__DATA SECTION__:

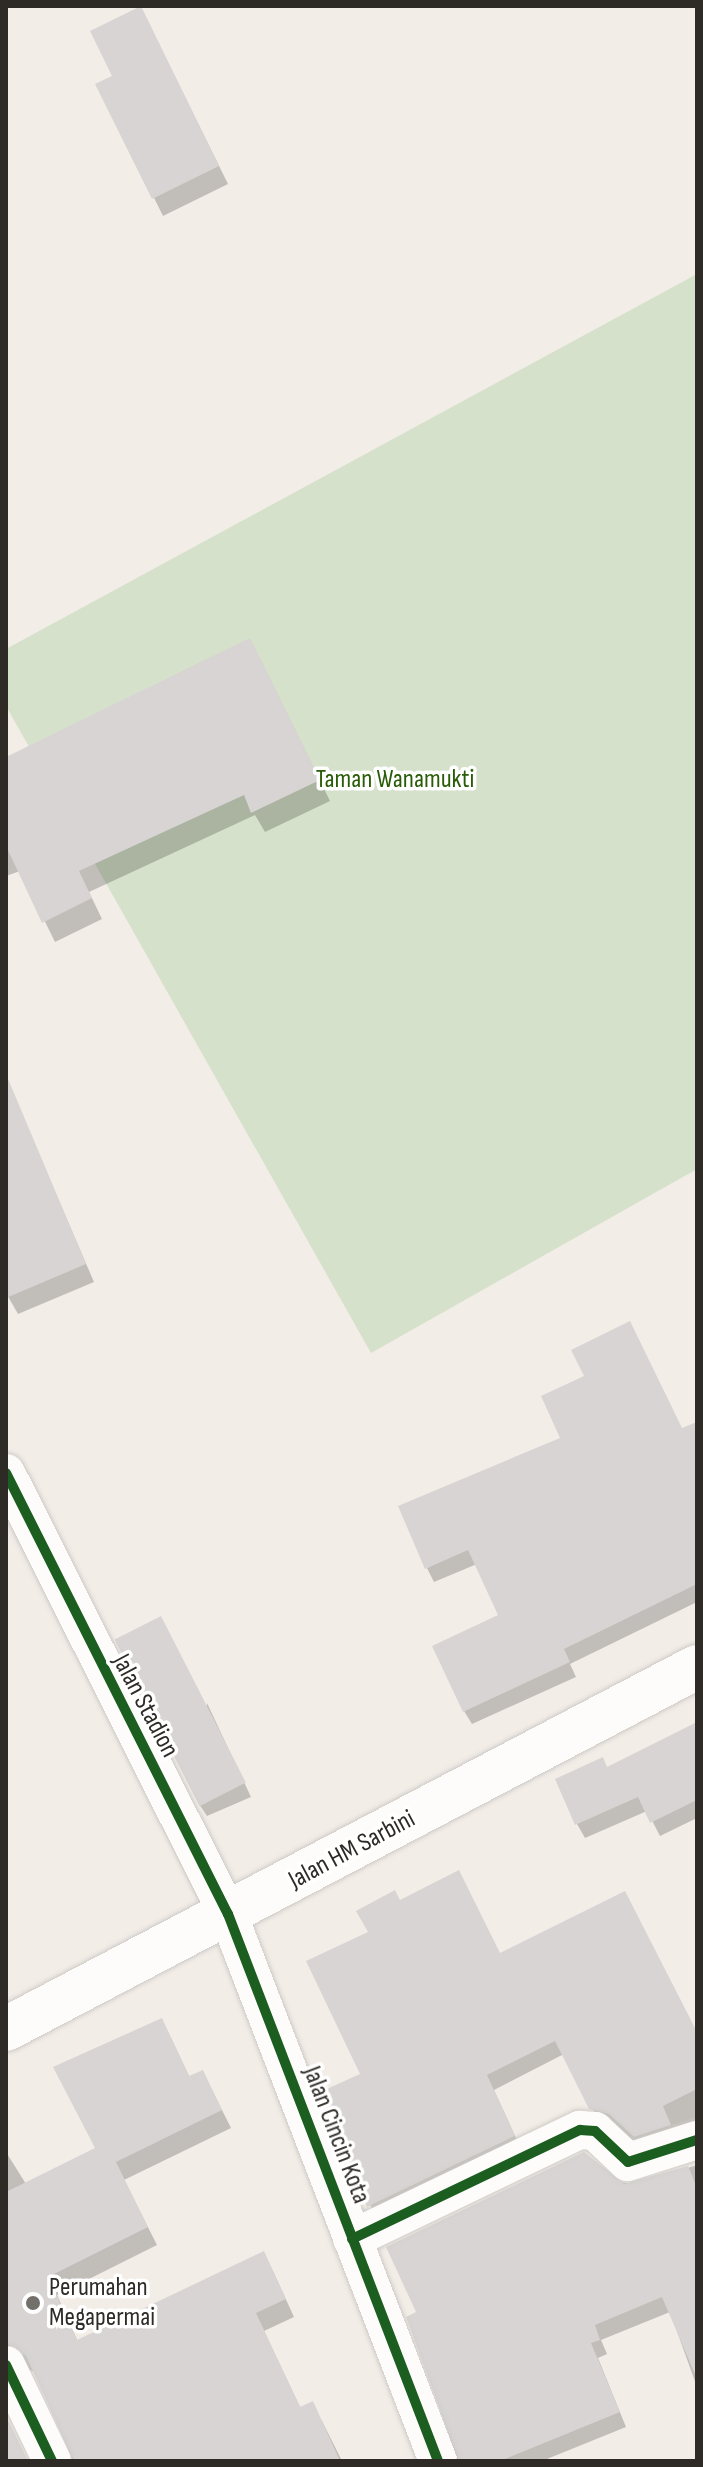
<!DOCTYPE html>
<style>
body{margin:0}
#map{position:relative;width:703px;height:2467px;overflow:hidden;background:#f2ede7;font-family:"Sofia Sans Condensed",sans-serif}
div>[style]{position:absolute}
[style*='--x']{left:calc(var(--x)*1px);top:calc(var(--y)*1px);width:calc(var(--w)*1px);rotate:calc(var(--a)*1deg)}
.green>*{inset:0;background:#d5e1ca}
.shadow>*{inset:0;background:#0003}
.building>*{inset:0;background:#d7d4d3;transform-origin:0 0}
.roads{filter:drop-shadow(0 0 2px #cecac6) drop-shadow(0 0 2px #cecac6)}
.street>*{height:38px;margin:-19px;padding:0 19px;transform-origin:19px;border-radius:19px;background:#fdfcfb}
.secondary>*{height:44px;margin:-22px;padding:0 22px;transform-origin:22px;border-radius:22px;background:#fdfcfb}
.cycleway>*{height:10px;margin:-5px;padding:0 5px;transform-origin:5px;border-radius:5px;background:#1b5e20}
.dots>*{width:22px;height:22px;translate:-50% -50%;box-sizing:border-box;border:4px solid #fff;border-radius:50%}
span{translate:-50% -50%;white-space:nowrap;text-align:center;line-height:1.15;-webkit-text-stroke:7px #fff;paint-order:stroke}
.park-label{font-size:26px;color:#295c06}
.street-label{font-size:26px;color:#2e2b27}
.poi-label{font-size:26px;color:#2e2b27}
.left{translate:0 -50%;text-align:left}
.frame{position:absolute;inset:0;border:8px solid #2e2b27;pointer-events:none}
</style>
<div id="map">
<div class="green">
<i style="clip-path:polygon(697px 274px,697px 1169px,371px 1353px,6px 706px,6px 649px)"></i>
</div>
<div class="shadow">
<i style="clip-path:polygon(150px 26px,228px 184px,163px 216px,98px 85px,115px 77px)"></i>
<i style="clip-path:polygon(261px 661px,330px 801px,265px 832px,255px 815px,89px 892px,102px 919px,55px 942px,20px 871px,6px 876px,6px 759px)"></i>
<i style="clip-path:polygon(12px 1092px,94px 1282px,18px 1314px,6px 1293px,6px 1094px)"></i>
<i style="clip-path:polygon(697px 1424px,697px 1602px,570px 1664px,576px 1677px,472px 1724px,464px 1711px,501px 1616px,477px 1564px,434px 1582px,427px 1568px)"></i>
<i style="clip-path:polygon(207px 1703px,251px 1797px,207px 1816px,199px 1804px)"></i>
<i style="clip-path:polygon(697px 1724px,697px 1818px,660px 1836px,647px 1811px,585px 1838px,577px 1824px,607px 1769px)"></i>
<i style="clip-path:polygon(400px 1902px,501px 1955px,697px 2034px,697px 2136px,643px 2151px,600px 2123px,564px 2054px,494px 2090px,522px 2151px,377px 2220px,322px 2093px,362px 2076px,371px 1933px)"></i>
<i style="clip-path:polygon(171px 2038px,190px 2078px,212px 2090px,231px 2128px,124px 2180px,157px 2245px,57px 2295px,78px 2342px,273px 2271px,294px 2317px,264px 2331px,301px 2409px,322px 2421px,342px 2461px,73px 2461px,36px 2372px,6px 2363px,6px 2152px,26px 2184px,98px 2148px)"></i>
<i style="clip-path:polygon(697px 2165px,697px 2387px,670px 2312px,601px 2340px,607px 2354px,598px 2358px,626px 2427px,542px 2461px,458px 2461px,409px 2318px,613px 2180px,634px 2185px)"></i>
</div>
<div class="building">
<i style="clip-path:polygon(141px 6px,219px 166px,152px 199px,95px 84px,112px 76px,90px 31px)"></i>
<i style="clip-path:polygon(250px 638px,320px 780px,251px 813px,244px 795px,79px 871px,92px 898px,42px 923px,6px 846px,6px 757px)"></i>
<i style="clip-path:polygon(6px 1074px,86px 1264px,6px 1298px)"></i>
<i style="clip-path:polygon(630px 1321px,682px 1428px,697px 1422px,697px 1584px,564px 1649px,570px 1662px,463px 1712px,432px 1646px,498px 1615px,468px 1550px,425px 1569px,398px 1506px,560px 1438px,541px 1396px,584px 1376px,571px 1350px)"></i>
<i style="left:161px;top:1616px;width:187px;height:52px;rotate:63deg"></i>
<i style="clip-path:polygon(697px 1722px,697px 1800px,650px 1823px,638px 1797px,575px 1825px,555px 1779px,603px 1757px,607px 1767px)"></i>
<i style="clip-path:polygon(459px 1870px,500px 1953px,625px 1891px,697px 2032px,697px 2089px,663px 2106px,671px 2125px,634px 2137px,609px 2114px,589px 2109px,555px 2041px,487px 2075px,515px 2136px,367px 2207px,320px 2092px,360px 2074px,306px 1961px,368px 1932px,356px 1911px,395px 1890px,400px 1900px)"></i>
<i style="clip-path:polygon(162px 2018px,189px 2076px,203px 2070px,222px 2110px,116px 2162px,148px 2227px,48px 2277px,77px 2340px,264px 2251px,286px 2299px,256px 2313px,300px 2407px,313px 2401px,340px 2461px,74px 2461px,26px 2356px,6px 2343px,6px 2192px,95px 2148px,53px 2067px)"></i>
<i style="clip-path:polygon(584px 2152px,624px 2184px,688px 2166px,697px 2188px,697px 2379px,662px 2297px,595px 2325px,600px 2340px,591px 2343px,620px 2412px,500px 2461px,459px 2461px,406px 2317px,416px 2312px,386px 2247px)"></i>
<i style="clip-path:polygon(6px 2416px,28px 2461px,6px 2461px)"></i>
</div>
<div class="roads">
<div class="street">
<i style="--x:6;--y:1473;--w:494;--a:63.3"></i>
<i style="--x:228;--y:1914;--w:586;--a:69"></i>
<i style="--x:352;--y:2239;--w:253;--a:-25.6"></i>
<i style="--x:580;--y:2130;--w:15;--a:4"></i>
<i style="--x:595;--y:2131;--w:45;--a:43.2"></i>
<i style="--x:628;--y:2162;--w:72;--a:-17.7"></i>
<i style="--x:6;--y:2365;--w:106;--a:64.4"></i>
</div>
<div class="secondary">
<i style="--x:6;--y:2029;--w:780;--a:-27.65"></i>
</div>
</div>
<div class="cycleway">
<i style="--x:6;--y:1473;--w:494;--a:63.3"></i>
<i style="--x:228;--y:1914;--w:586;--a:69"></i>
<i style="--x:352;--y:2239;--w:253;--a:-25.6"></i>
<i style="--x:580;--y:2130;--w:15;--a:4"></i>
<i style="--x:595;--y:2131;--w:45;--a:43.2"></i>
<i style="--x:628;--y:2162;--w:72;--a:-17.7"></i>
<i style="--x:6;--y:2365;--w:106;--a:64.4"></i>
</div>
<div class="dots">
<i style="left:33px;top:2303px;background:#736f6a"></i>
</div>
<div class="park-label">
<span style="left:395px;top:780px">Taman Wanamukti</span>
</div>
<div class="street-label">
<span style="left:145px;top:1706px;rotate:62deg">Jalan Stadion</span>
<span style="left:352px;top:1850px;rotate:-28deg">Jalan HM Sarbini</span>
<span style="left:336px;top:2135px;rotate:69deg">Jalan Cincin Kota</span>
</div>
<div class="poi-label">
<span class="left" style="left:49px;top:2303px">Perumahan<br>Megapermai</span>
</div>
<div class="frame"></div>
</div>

__INSTRUCTIONS TO FOLLOW__: Return all lines from the data that include the string "left".

__SOLUTION TO THIS EXERCISE__:
[style*='--x']{left:calc(var(--x)*1px);top:calc(var(--y)*1px);width:calc(var(--w)*1px);rotate:calc(var(--a)*1deg)}
.left{translate:0 -50%;text-align:left}
<i style="left:161px;top:1616px;width:187px;height:52px;rotate:63deg"></i>
<i style="left:33px;top:2303px;background:#736f6a"></i>
<span style="left:395px;top:780px">Taman Wanamukti</span>
<span style="left:145px;top:1706px;rotate:62deg">Jalan Stadion</span>
<span style="left:352px;top:1850px;rotate:-28deg">Jalan HM Sarbini</span>
<span style="left:336px;top:2135px;rotate:69deg">Jalan Cincin Kota</span>
<span class="left" style="left:49px;top:2303px">Perumahan<br>Megapermai</span>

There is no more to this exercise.